3/9 The Bride Of Frankenstein (1935)

The Bride Of Frankenstein (1935)

In many ways, the sequel to the successful horror movie Frankenstein that came four years earlier was even more progressive. Instead of painting Frankenstein’s monster as a horror creature, it showed him as a being that longs for love, although it chooses to go about it in the wrong way. As the movie’s title suggests, it revolves around Dr. Frankenstein’s effort to create a partner for his monster, a bride.

Those who would expect a romance story are in for a surprise, though, and that’s not the only strength of the movie, thanks to its cast and atmosphere. The only potential downside is that the movie isn’t a horror, more along the lines of a fantasy drama.
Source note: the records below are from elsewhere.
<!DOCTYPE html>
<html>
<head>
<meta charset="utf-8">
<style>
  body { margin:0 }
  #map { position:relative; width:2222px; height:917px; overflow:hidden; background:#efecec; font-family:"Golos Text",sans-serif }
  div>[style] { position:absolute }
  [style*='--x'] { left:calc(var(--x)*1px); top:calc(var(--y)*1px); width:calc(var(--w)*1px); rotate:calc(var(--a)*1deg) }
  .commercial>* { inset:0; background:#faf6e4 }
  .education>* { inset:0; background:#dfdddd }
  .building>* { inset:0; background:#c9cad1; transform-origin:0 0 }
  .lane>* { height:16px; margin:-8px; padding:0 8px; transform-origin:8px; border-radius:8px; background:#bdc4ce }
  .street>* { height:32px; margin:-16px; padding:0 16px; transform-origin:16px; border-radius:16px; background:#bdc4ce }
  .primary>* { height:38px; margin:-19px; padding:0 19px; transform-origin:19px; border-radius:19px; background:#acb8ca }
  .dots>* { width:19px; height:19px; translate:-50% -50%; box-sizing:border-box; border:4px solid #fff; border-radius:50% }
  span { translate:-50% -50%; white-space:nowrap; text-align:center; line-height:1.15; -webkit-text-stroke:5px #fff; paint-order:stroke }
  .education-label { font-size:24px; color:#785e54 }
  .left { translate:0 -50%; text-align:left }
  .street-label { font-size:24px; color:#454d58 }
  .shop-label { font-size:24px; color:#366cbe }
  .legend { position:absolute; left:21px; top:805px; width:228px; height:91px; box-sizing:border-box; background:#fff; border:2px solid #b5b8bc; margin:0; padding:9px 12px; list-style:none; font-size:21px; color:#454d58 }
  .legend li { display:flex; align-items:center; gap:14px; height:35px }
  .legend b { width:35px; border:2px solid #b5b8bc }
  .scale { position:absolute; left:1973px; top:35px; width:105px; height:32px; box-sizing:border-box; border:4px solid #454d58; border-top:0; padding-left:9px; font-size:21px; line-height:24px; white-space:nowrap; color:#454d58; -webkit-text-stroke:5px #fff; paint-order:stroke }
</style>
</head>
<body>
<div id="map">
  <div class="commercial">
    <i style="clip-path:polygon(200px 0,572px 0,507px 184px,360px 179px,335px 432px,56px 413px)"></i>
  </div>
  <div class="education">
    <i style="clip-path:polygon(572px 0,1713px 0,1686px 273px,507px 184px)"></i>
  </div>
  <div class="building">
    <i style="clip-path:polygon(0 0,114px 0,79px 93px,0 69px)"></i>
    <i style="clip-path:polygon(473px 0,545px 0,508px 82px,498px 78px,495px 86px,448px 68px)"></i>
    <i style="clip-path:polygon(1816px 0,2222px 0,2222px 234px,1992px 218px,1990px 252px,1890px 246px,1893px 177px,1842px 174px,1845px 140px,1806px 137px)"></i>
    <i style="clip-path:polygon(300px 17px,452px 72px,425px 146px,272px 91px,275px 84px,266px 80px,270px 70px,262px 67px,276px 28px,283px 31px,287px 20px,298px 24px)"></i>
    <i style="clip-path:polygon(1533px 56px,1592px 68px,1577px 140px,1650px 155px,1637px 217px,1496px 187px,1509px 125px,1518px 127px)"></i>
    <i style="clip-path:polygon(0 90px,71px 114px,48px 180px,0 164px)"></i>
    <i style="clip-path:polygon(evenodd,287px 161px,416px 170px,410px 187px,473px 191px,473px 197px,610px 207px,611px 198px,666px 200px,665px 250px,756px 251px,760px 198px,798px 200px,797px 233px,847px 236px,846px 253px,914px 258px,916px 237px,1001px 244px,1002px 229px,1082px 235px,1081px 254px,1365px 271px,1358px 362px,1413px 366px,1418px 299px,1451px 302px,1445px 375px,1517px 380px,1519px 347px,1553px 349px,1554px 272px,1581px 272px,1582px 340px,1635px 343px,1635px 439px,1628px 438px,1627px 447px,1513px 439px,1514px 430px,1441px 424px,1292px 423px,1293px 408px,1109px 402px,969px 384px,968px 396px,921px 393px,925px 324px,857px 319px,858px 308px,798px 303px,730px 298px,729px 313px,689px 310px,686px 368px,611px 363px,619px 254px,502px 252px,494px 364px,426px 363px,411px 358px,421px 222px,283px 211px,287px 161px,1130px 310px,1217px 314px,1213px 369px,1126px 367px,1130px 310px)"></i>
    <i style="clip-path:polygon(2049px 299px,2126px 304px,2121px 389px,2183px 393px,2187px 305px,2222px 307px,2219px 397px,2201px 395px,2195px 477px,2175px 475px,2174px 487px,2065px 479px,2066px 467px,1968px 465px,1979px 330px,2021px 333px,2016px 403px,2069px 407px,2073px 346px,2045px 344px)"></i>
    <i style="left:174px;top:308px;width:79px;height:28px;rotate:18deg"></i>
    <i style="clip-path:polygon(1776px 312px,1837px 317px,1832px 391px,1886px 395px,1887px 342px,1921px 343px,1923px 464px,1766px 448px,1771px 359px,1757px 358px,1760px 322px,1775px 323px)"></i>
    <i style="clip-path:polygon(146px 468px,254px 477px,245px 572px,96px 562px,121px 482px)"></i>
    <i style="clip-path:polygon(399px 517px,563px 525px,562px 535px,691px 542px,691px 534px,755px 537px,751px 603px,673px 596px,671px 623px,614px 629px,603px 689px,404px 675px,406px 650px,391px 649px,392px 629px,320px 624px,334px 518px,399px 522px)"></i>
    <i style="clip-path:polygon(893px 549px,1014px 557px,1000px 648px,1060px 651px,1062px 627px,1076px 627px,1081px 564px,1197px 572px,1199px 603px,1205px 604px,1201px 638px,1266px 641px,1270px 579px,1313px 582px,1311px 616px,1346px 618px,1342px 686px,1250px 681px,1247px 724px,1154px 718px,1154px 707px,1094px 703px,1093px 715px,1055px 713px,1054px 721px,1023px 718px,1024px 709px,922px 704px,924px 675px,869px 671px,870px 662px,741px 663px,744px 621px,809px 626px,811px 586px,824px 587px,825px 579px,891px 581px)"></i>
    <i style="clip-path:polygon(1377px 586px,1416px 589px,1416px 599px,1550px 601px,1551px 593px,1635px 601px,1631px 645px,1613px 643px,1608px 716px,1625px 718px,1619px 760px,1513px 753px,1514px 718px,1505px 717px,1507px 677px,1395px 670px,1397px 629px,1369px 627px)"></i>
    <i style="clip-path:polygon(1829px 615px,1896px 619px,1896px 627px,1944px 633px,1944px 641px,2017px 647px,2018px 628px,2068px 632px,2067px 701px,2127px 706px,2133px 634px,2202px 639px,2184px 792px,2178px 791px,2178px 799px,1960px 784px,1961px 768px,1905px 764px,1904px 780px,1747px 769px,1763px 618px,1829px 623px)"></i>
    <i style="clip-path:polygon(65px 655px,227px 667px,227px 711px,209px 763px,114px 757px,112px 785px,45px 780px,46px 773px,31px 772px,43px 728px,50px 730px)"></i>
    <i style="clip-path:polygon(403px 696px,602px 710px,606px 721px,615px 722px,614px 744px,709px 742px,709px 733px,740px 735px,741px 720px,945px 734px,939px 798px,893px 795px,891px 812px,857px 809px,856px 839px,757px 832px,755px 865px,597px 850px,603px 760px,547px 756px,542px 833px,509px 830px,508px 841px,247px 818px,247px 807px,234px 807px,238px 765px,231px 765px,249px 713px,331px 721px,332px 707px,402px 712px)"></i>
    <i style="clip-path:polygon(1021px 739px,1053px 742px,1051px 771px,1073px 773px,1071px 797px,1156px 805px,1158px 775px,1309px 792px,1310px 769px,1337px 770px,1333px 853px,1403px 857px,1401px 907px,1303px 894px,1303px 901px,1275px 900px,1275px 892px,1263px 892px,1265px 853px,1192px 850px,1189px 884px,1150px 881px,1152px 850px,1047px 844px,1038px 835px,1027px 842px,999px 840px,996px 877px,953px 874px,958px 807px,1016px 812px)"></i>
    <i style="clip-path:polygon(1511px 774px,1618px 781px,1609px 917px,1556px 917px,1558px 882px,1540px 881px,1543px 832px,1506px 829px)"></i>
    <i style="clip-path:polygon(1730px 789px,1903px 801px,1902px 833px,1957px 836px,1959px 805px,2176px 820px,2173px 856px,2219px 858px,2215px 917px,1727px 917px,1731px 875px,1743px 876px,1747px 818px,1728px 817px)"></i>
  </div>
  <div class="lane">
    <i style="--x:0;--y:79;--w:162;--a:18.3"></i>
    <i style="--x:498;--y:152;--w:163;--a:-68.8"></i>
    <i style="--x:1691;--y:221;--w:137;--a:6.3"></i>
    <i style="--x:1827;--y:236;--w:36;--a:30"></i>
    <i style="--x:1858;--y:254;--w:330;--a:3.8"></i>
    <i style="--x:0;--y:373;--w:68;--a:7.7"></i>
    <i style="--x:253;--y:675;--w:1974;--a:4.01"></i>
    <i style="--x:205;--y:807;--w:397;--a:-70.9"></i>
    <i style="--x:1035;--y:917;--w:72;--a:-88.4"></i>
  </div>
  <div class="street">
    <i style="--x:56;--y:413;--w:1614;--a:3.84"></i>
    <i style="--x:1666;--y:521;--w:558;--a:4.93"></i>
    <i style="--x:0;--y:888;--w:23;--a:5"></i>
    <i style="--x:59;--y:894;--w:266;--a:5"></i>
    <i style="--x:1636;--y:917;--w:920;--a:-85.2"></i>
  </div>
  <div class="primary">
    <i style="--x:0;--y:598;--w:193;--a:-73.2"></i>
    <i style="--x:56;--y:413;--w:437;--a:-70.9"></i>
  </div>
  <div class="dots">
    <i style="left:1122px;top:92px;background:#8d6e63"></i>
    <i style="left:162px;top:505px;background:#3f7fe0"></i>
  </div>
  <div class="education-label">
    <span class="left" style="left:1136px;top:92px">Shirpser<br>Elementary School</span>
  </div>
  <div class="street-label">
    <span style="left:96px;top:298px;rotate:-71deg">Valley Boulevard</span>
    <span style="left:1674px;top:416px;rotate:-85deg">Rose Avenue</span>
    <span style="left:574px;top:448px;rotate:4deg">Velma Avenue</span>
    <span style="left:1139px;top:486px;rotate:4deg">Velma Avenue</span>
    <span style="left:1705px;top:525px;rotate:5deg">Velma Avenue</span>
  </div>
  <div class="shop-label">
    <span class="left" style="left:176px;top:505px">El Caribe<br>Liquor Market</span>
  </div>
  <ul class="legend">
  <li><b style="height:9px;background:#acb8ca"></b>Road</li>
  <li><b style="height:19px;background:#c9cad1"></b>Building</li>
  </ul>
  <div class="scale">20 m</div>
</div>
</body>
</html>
Just like its predecessor, The Bride of Frankenstein became one of the classics and a must-watch for all fans of the genre.

2/9 Frankenstein (1931)

Close-up of Frankenstein's monster from James Whale's Frankenstein

The 1931 movie is the first prominent adaptation of Frankenstein that’s now considered one of the must-watch horror classics. Considering the movie was filmed 91 years ago, it has excellent special effects, especially when comes to the Frankenstein monster’s look. Boris Karloff became a horror icon when he portrayed the monster and set a precedent for future Frankenstein movies as well. The pace isn’t as fast as today’s viewers might be accustomed to, but the movie still contains many tension-filled scenes that make it worth watching.

An interesting fact about the movie is didn’t draw its inspiration directly from Mary Shelley’s novel but from a theater adaptation that ran in theaters during World War One. Each day, it took four hours to transform Boris Karloff into the Frankenstein monster. The movie’s box office gross was 13 million dollars which were considered an enormous success, especially since it premiered during the Great Depression.

1/9 Young Frankenstein (1974)

Young Frankenstein

Frankenstein belongs to the science fiction and horror genre and is usually a serious, dark story. Not so much in this comedy version that presents the iconic story in a light-hearted way. Mel Brooks directed the parody movie and offers a view of Frankenstein’s monster that even those who read the book will be unfamiliar with.

That makes the movie all that more surprising and fun to watch. It helps that the movie has talented actors in the leading roles, starring Gene Wilder in the role of Dr. Frankenstein and Peter Boyle as the Frankenstein monster. The movie has the power to make the audience laugh more than once and is the best Frankenstein comedy ever made. It was nominated for two Oscars and Mel Brooks stated that Young Frankenstein is his favorite movie of all the ones he’d directed.